The occasional, often ill-considered thoughts of a Roman Catholic permanent deacon who is ever grateful to God for his existence. Despite the strangeness we encounter in this life, all the suffering we witness and endure, being is good, so good I am sometimes unable to contain my joy. Deo gratias!

Sunday, March 6, 2016

Another Churchill Book?

I can't imagine any twentieth-century statesman who's been the subject of more books than Winston Churchill. Scrolling through the results of a quick Amazon search will keep you busy for hours. I've probably read at least a dozen of the popular and not-so-popular Churchill biographies and more than a few of the fifty-plus books he authored, so I really didn't think the world needed another book on the man. And then, quite accidentally, I stumbled on a review of a book written by Larry Arnn, the president of Hillsdale College. The rather long title of Arnn's book -- Churchill's Trial: Winston Churchill and the Salvation of Free Government -- sums up its contents well. Published late last year, the book focuses on Churchill's lifelong battles with the enemies of free, constitutional government. 

Churchill battled Hitler and his Nazis, the Soviet communism of Stalin and his brutal successors, and the West's foolish and ongoing dalliance with so-called democratic socialism. Churchill realized that democratic socialism would inevitably evolve into a form of authoritarianism that renounced both democracy or the rule of law. He witnessed the beginnings of this downward slide in his own nation just as we are witnesses to it in the United States today. Churchill didn't hesitate to share what he thought of socialism and socialists. In 1945, addressing the House of Commons, he said:
"The inherent vice of capitalism is the unequal sharing of blessings. The inherent virtue of socialism is the equal sharing of miseries."
And then, in a 1948 speech in Perth, Australia, he said:
"Socialism is a philosophy of failure, the creed of ignorance, and the gospel of envy."

Churchill failed in life as often as he succeeded, perhaps more often, but one gets the sense that he saw failure as just another path to eventual success. 

He saw himself as a man with a mission, a sacred mission not just to save his nation but to save Western civilization from the evils that surrounded it. This motivated him to persevere in the face of seemingly insurmountable odds.This attitude shines through in his "finest hour" speech, delivered on June 18, 1940 in the House of Commons. He concluded his address with these words:
"Upon this battle depends the survival of Christian civilization. Upon it depends our own British life, and the long continuity of our institutions and our Empire. The whole fury and might of the enemy must very soon be turned on us. Hitler knows that he will have to break us in this Island or lose the war. If we can stand up to him, all Europe may be free and the life of the world may move forward into broad, sunlit uplands. But if we fail, then the whole world, including the United States, including all that we have known and cared for, will sink into the abyss of a new Dark Age made more sinister, and perhaps more protracted, by the lights of perverted science. Let us therefore brace ourselves to our duties, and so bear ourselves that, if the British Empire and its Commonwealth last for a thousand years, men will still say, 'This was their finest hour.'"
During World War Two he was able to infect the British people with this same determination. He moved them to dig deeply into their national soul and respond to evil with an almost superhuman degree of courage and grit. Imagine hearing these words in June 1940, when things looked darkest:
"We shall not flag or fail. We shall go on to the end. We shall fight in France, we shall fight on the seas and oceans, we shall fight with growing confidence and growing strength in the air, we shall defend our island, whatever the cost may be. We shall fight on the beaches, we shall fight on the landing grounds, we shall fight in the fields and in the streets, we shall fight in the hills; we shall never surrender."
He certainly had a way with words, didn't he?

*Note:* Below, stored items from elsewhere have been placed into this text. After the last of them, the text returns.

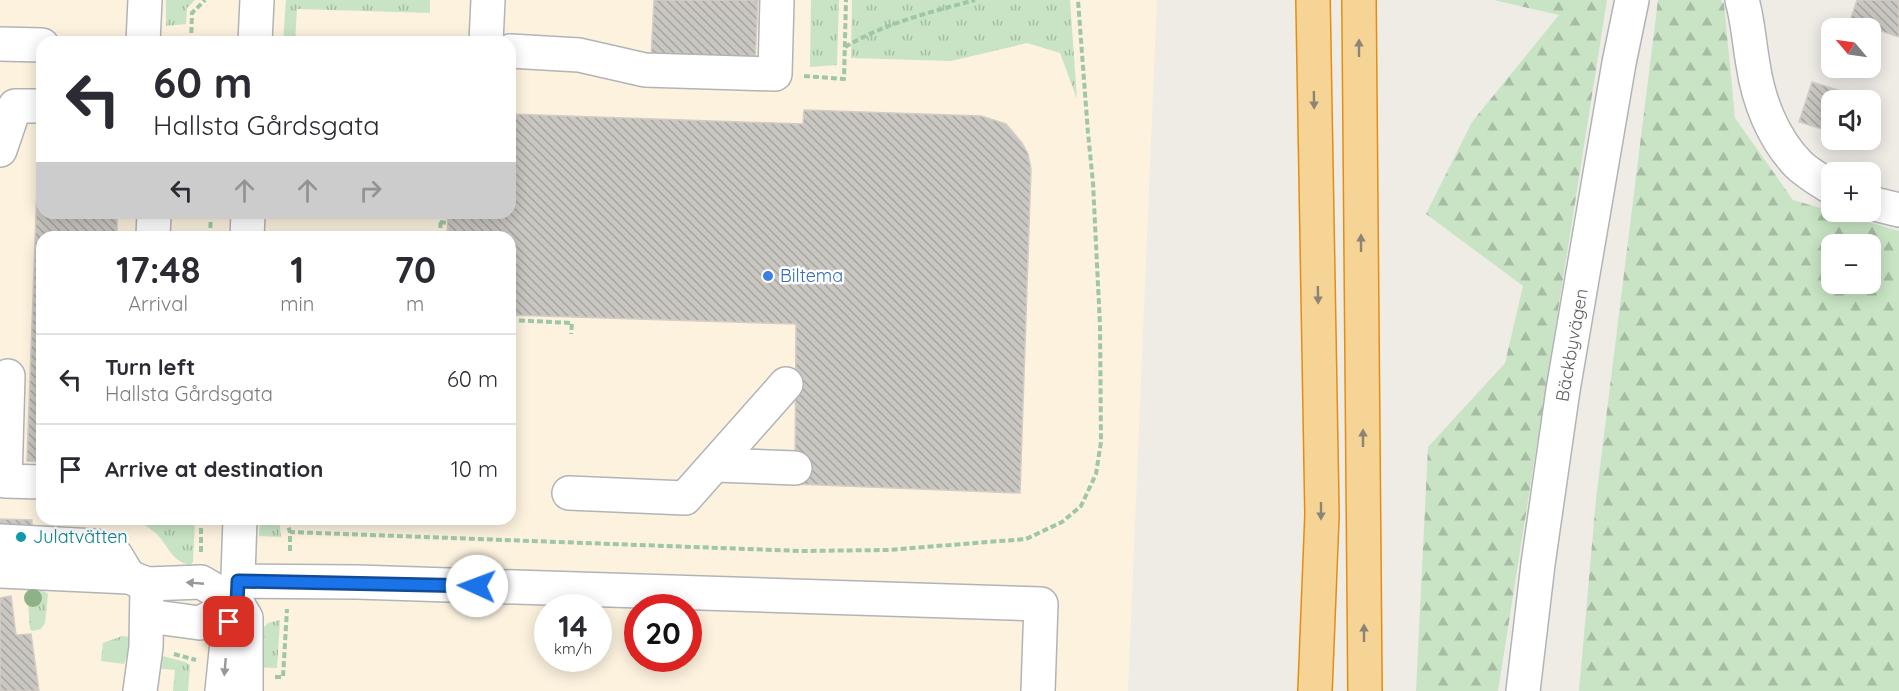 <!DOCTYPE html>
<html lang="en">
<head>
<meta charset="utf-8">
<style>
  body { margin:0; font-family:Quicksand,sans-serif; background:#f2f2f3; color:#2b2b33; height:100vh; display:flex; flex-direction:column; font-size:22px; white-space:nowrap }
  * { box-sizing:border-box; margin:0 }
  p { font-size:20px; color:#7c7c81 }
  .icon { flex:none; width:33px; height:33px; fill:none; stroke:currentColor; stroke-width:2; stroke-linecap:round; stroke-linejoin:round }
  .map { position:relative; flex:1; overflow:hidden }
  .side { position:absolute; left:36px; top:231px; width:480px; height:294px; display:flex; flex-direction:column; background:#fff; border-radius:18px; box-shadow:0 3px 15px #0003 }
  .side>* { flex:none }
  .hud { position:absolute; left:36px; top:36px; width:480px; height:183px; border-radius:18px; box-shadow:0 3px 15px #0003; background:#fff; color:#2b2b33; overflow:hidden }
  .needle { width:39px; rotate:299deg }
  .fabs { position:absolute; left:1821px; top:18px; display:grid; gap:12px }
  .fabs a { display:grid; place-items:center; width:60px; height:60px; border-radius:12px; background:#fff; box-shadow:0 3px 15px #0003; font-size:30px }
  .speed { position:absolute; left:534px; top:594px; display:flex; gap:12px; font-size:30px; font-weight:700; text-align:center }
  .speed>* { display:grid; place-content:center; width:78px; height:78px; border-radius:50%; background:#fff; box-shadow:0 3px 15px #0003; line-height:1 }
  .speed small { font-size:15px; font-weight:400 }
  .speed .limit { border:9px solid #d22; background:#fff; color:#111 }
  .pin { position:absolute; display:grid; place-items:center; width:51px; height:51px; color:#fff; margin:-26px; border-radius:12px; box-shadow:0 3px 9px #0006 }
  .me { position:absolute; width:66px; margin:-33px; rotate:272deg; stroke-linejoin:round; filter:drop-shadow(0 0 4px #0008) }
  .turn { display:flex; align-items:center; gap:21px; height:126px; padding:0 18px; font-size:27px }
  .turn .icon { width:78px; height:78px; stroke-width:2.5 }
  .turn b { display:block; font-size:42px; line-height:51px }
  .lanes { display:flex; align-items:center; height:57px; padding:0 18px; background:#0003; justify-content:center; gap:30px; direction:ltr }
  .lanes .off { opacity:.35 }
  .eta { display:flex; justify-content:space-evenly; align-items:center; height:102px; text-align:center }
  .eta b { font-size:36px; font-weight:700; line-height:42px }
  ul { padding:0; list-style:none }
  li { display:flex; align-items:center; gap:18px; height:90px; padding:0 18px; border-top:2px solid #e1e1e2 }
  li div { flex:1 }
  li b { display:block; font-size:22px }
  li em { font-style:normal }
  .map>svg:first-child { display:block }
  .commercial { fill:#fcf2de; fill-rule:evenodd }
  .grass { fill:url(#grass-tufts) }
  .forest { fill:url(#forest-firs); fill-rule:evenodd }
  .building { fill:url(#building-back-hatch); stroke:#d3cdc5; stroke-width:1.5 }
  .lines { fill:none; stroke-linecap:round; stroke-linejoin:round }
  .minor-casing { stroke:#b1b4b7; stroke-width:36 }
  .highway-casing { stroke:#e58d10; stroke-width:36 }
  .path { stroke:#9fc7a7; stroke-width:4; stroke-dasharray:6 3; stroke-linecap:butt }
  .minor { stroke:#fff; stroke-width:33 }
  .highway { stroke:#f6d496; stroke-width:33 }
  .tree { fill:#8eb187 }
  .oneway { fill:#8c8474 }
  .oneway2 { fill:#96999b }
  .route-casing { stroke:#114b97; stroke-width:15 }
  .route { stroke:#1a73e8; stroke-width:10 }
  .shop-dot { fill:#3f7fe0; stroke:#fff; stroke-width:2 }
  .culture-dot { fill:#0f9aa8; stroke:#fff; stroke-width:2 }
  .labels { text-anchor:middle; stroke-width:5; stroke-linejoin:round; paint-order:stroke }
  .shop-label { font-size:18px; fill:#366cbe; stroke:#fff; text-anchor:start }
  .street-label { font-size:18px; fill:#5e6265; stroke:#fff }
  .culture-label { font-size:18px; fill:#0d838f; stroke:#fff; text-anchor:start }
</style>
</head>
<body>
<div class="map">
<svg width="1899" height="691" viewBox="0 0 1899 691">
  <defs>
    <pattern id="grass-tufts" width="24" height="20" patternUnits="userSpaceOnUse" patternTransform="scale(1.5)"><rect width="24" height="20" fill="#c8e4c4"/><path d="M3 7l-1-3M5 7V3M7 7l1-3M15 17l-1-3M17 17v-4M19 17l1-3" fill="none" stroke="#a6bca3"/></pattern>
    <pattern id="forest-firs" width="22" height="20" patternUnits="userSpaceOnUse" patternTransform="scale(1.5)"><rect width="22" height="20" fill="#c8e4c4"/><path d="M5 1l3.5 6h-7zM16 11l3.5 6h-7z" fill="#a6bca3"/></pattern>
    <pattern id="building-back-hatch" width="6" height="6" patternUnits="userSpaceOnUse" patternTransform="scale(1.5)"><rect width="6" height="6" fill="#cac7c2"/><path d="M-1 5l2 2M0 0l6 6M5-1l2 2" fill="none" stroke="#a7a5a1"/></pattern>
  </defs>
  <rect width="100%" height="100%" fill="#efece6"/>
  <path class="commercial" d="M0 0H1157L1128 691H0ZM42 42H510V213H42ZM42 237H510V519H42ZM548 608H598V658H548ZM638 608H688V658H638Z"/>
  <g class="grass">
    <polygon points="166,0 195,0 187,8 186,24 166,26"/>
    <polygon points="286,0 430,0 430,13 297,9 295,42 283,42"/>
    <polygon points="811,0 839,0 837,65 810,67"/>
    <polygon points="852,0 1070,0 1077,99 1060,53 1027,43 951,61 851,58"/>
    <path d="M136 519H195L193 562 190 565C171 561 168 545 156 533 150 528 142 524 136 519Z"/>
    <polygon points="260,519 279,519 281,537 259,536"/>
    <polygon points="27,590 42,590 48,594 45,623 41,629 32,631 30,629"/>
    <polygon points="280,620 277,668 255,667 257,634 268,623"/>
    <polygon points="122,636 134,637 124,664 101,661 103,643"/>
    <polygon points="159,655 185,662 190,665 188,691 173,691 175,670 153,668"/>
  </g>
  <g class="forest">
    <polygon points="1494,0 1607,0 1498,691 1416,691 1428,447 1505,363 1523,286 1426,214 1472,122 1559,15"/>
    <path d="M1658 0H1721L1724 4 1735 118 1793 200 1899 231V691H1579L1596 499ZM1832 244H1870V284H1832Z"/>
  </g>
  <g class="building">
    <polygon points="654,0 758,0 755,63 651,59"/>
    <polygon points="1857,0 1899,0 1899,37 1850,21"/>
    <polygon points="1812,82 1870,100 1832,100 1832,132 1799,122"/>
    <polygon points="804,110 981,116 1006,124 1022,143 1028,154 1031,169 1020,493 795,484 796,324 510,315 510,237 447,237 448,213 510,213 510,114 803,124"/>
    <polygon points="38,160 42,160 42,213 117,213 117,237 42,237 42,462 27,461"/>
    <polygon points="0,519 32,520 32,530 0,552"/>
    <polygon points="11,596 16,635 31,634 39,691 0,691 0,598"/>
  </g>
  <g class="lines">
    <defs>
      <g id="minor">
        <path d="M1742 0C1748 21 1749 42 1753 64 1758 99 1772 137 1798 164 1807 173 1821 181 1832 188"/>
        <polyline points="143,42 145,0"/>
        <polyline points="255,42 257,0"/>
        <polyline points="486,42 488,0"/>
        <polyline points="0,44 42,45"/>
        <polyline points="510,51 579,55 645,70 775,74 777,0"/>
        <polyline points="0,150 15,106 42,106"/>
        <polyline points="1870,203 1899,210"/>
        <polyline points="153,237 154,213"/>
        <polyline points="247,237 248,213"/>
        <polyline points="8,376 5,481 42,482"/>
        <polyline points="715,465 795,468"/>
        <polyline points="569,493 685,498 786,384"/>
        <polyline points="0,541 96,546 115,554 129,577"/>
        <polyline points="0,571 129,577 147,584 146,647 140,691"/>
        <polyline points="238,581 357,582 1041,604 1038,691"/>
        <polyline points="147,584 201,582 237,603 246,618 246,691"/>
        <polyline points="148,616 200,623 237,603"/>
        <polyline points="222,691 229,622 237,603 240,519"/>
        <polyline points="1523,691 1538,564 1563,390 1619,63 1632,0"/>
      </g>
      <g id="highway">
        <polyline points="1313,0 1322,515 1315,691"/>
        <polyline points="1359,0 1365,691"/>
      </g>
    </defs>
    <use href="#minor" class="minor-casing"/>
    <use href="#highway" class="highway-casing"/>
    <g class="path">
      <polyline points="191,42 192,13 205,0"/>
      <path d="M845 47C885 23 931 12 975 0"/>
      <polyline points="804,76 844,79 846,0"/>
      <polyline points="440,222 447,223"/>
      <polyline points="210,237 211,213"/>
      <polyline points="440,237 441,213"/>
      <polyline points="510,320 572,323 571,334"/>
      <polyline points="286,519 290,532"/>
      <polyline points="290,551 290,532 801,551 887,550 1026,539 1062,522 1081,506 1096,474 1101,442 1100,325 1093,183 1088,133 1078,0"/>
      <polyline points="201,552 201,519"/>
      <polyline points="174,654 196,660"/>
      <polyline points="275,677 283,677 287,609"/>
    </g>
    <use href="#minor" class="minor"/>
    <use href="#highway" class="highway"/>
  </g>
  <circle class="tree" cx="33" cy="598" r="9"/>
  <defs><path id="oneway-solid" d="M-6-.8H1V-3.2L6.5 0L1 3.2V.8H-6Z" transform="scale(1.5)"/></defs>
  <g class="oneway">
    <use href="#oneway-solid" transform="translate(1359 48) rotate(-90)"/>
    <use href="#oneway-solid" transform="translate(1314 100) rotate(89)"/>
    <use href="#oneway-solid" transform="translate(1361 243) rotate(-90)"/>
    <use href="#oneway-solid" transform="translate(1318 295) rotate(89)"/>
    <use href="#oneway-solid" transform="translate(1363 438) rotate(-90)"/>
    <use href="#oneway-solid" transform="translate(1321 511) rotate(90)"/>
    <use href="#oneway-solid" transform="translate(1364 633) rotate(-90)"/>
  </g>
  <g class="oneway2">
    <use href="#oneway-solid" transform="translate(195 583) rotate(-175)"/>
    <use href="#oneway-solid" transform="translate(225 667) rotate(95)"/>
  </g>
  <g class="lines">
    <defs>
      <polyline id="route" points="229,622 237,603 238,581 477,586"/>
    </defs>
    <use href="#route" class="route-casing"/>
    <use href="#route" class="route"/>
  </g>
  <circle class="shop-dot" cx="768" cy="276" r="6"/>
  <circle class="culture-dot" cx="21" cy="537" r="6"/>
  <g class="labels">
    <g class="shop-label">
      <text x="780" y="282">Biltema</text>
    </g>
    <g class="street-label">
      <text transform="translate(1572 345) rotate(-80)" y="6">Bäckbyvägen</text>
    </g>
    <g class="culture-label">
      <text x="33" y="543">Julatvätten</text>
    </g>
  </g>
</svg>
<div class="fabs">
<a><svg class="needle" viewBox="-14 -14 28 28"><path d="M0-13l5 13h-10z" fill="#e53935"/><path d="M0 13l5-13h-10z" fill="#7c7c81"/></svg></a>
<a><svg class="icon" aria-label="sound" viewBox="0 0 24 24"><path d="M4 9h4l5-4v14l-5-4H4zM17 9q2 3 0 6"/></svg></a>
<a>+</a>
<a>−</a>
</div>
<div class="speed"><div>14<small>km/h</small></div><div class="limit">20</div></div>
<div class="pin" style="left:229px;top:622px;background:#d93025"><svg class="icon" aria-label="arrive" viewBox="0 0 24 24"><path d="M6 21V4h12l-3 4 3 4H6"/></svg></div>
<svg class="me" style="left:477px;top:586px" viewBox="-20 -20 40 40"><circle r="19" fill="#fff"/><path d="M0-13L10 11 0 6-10 11z" fill="#1a73e8"/></svg>
<div class="hud">
<div class="turn"><svg class="icon" aria-label="left" viewBox="0 0 24 24"><path d="M17 20v-9H6M10 6l-5 5 5 5"/></svg><div><b>60 m</b>Hallsta Gårdsgata</div></div>
<div class="lanes"><svg class="icon" aria-label="left" viewBox="0 0 24 24"><path d="M17 20v-9H6M10 6l-5 5 5 5"/></svg><svg class="icon off" aria-label="ahead" viewBox="0 0 24 24"><path d="M12 20V5M6 11l6-6 6 6"/></svg><svg class="icon off" aria-label="ahead" viewBox="0 0 24 24"><path d="M12 20V5M6 11l6-6 6 6"/></svg><svg class="icon off" aria-label="right" viewBox="0 0 24 24"><path d="M7 20v-9h11M14 6l5 5-5 5"/></svg></div>
</div>
<section class="side">
<div class="eta">
<div><b>17:48</b><p>Arrival</p></div>
<div><b>1</b><p>min</p></div>
<div><b>70</b><p>m</p></div>
</div>
<ul>
<li><svg class="icon" aria-label="left" viewBox="0 0 24 24"><path d="M17 20v-9H6M10 6l-5 5 5 5"/></svg><div><b>Turn left</b><p>Hallsta Gårdsgata</p></div><em>60 m</em></li>
<li><svg class="icon" aria-label="arrive" viewBox="0 0 24 24"><path d="M6 21V4h12l-3 4 3 4H6"/></svg><div><b>Arrive at destination</b></div><em>10 m</em></li>
</ul>
</section>
</div>
</body>
</html>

But perhaps his most famous words were heard on May 13, 1940 when he gave his first speech as Prime Minister before the House of Commons:
"I would say to the House, as I said to those who have joined this Government: 'I have nothing to offer but blood, toil, tears, and sweat.' We have before us an ordeal of the most grievous kind. We have before us many, many long months of struggle and suffering. You ask, what is our policy? I will say: It is to wage war, by sea, land and air, with all our might and with all the strength that God can give us: to wage war against a monstrous tyranny, never surpassed in the dark and lamentable catalogue of human crime. That is our policy. You ask, what is our aim? I can answer in one word: victory, victory at all costs, victory in spite of all terror, victory, however long and hard the road may be; for without victory, there is no survival."
Below I've included an audio recording of portions of this and another speech. I hope you enjoy them.

Read Larry Arnn's book and come to know why so many consider Winston Churchill the greatest statesman of modern times.